# Task prompt
All the data below goes into the copy word for word, but the pictures don't.

─── Dataset excerpt

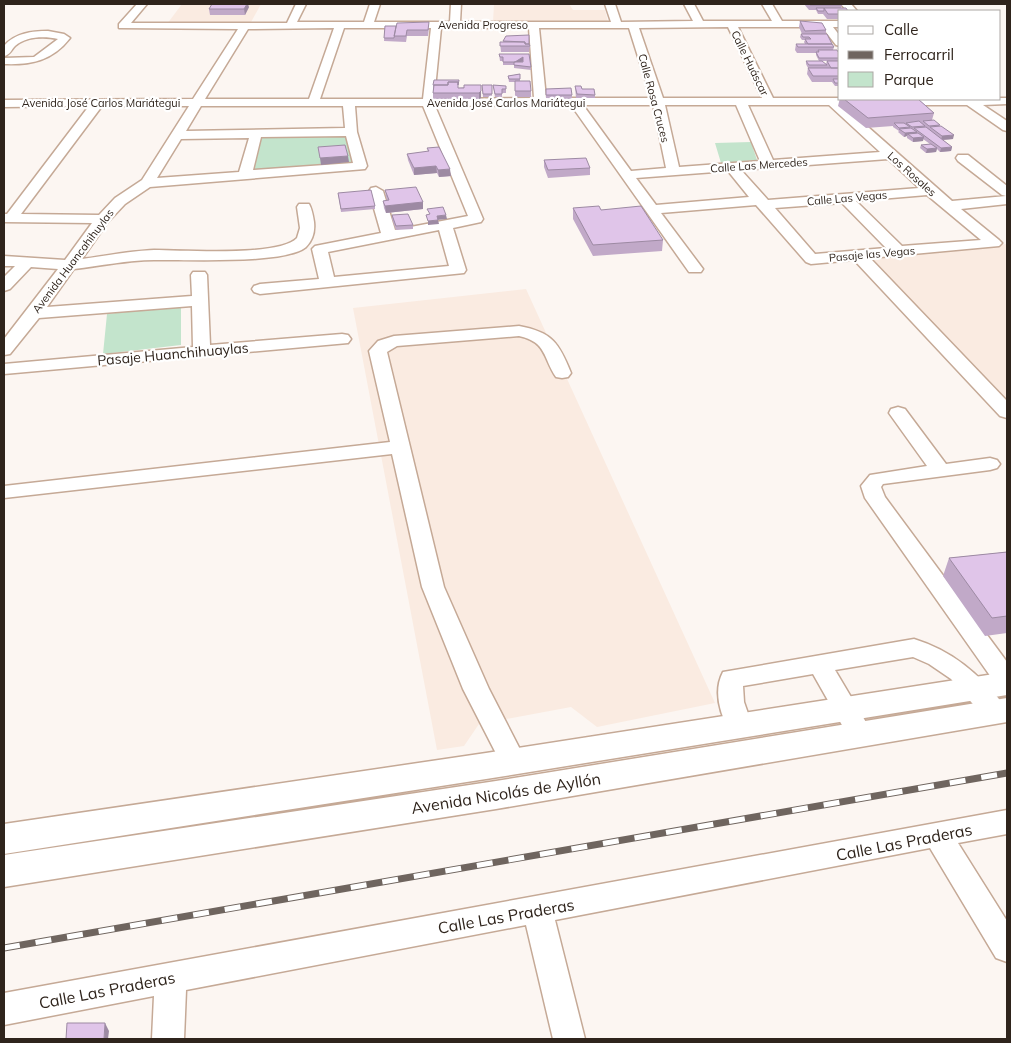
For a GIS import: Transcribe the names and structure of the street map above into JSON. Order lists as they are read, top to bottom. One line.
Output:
{"streets":{"main road":["Avenida Nicolás de Ayllón"],"street":["Avenida Progreso","Calle Huáscar","Calle Rosa Cruces","Avenida José Carlos Mariátegui","Calle Las Mercedes","Los Rosales","Calle Las Vegas","Pasaje las Vegas","Avenida Huancahihuylas","Pasaje Huanchihuaylas","Calle Las Praderas"]},"crossings":[["Avenida Progreso","Calle Huáscar"],["Avenida Progreso","Calle Rosa Cruces"],["Avenida Progreso","Avenida Huancahihuylas"],["Calle Huáscar","Avenida José Carlos Mariátegui"],["Calle Rosa Cruces","Avenida José Carlos Mariátegui"],["Calle Rosa Cruces","Calle Las Mercedes"],["Avenida José Carlos Mariátegui","Los Rosales"],["Avenida José Carlos Mariátegui","Avenida Huancahihuylas"],["Calle Las Mercedes","Los Rosales"],["Calle Las Mercedes","Pasaje las Vegas"],["Los Rosales","Calle Las Vegas"],["Los Rosales","Pasaje las Vegas"],["Calle Las Vegas","Pasaje las Vegas"]],"legend":["Calle","Ferrocarril","Parque"]}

──────

# Answer space
For a GIS import: Transcribe the names and structure of the street map above into JSON. Order lists as they are read, top to bottom. One line.
Output:
{"streets":{"main road":["Avenida Nicolás de Ayllón"],"street":["Avenida Progreso","Calle Huáscar","Calle Rosa Cruces","Avenida José Carlos Mariátegui","Calle Las Mercedes","Los Rosales","Calle Las Vegas","Pasaje las Vegas","Avenida Huancahihuylas","Pasaje Huanchihuaylas","Calle Las Praderas"]},"crossings":[["Avenida Progreso","Calle Huáscar"],["Avenida Progreso","Calle Rosa Cruces"],["Avenida Progreso","Avenida Huancahihuylas"],["Calle Huáscar","Avenida José Carlos Mariátegui"],["Calle Rosa Cruces","Avenida José Carlos Mariátegui"],["Calle Rosa Cruces","Calle Las Mercedes"],["Avenida José Carlos Mariátegui","Los Rosales"],["Avenida José Carlos Mariátegui","Avenida Huancahihuylas"],["Calle Las Mercedes","Los Rosales"],["Calle Las Mercedes","Pasaje las Vegas"],["Los Rosales","Calle Las Vegas"],["Los Rosales","Pasaje las Vegas"],["Calle Las Vegas","Pasaje las Vegas"]],"legend":["Calle","Ferrocarril","Parque"]}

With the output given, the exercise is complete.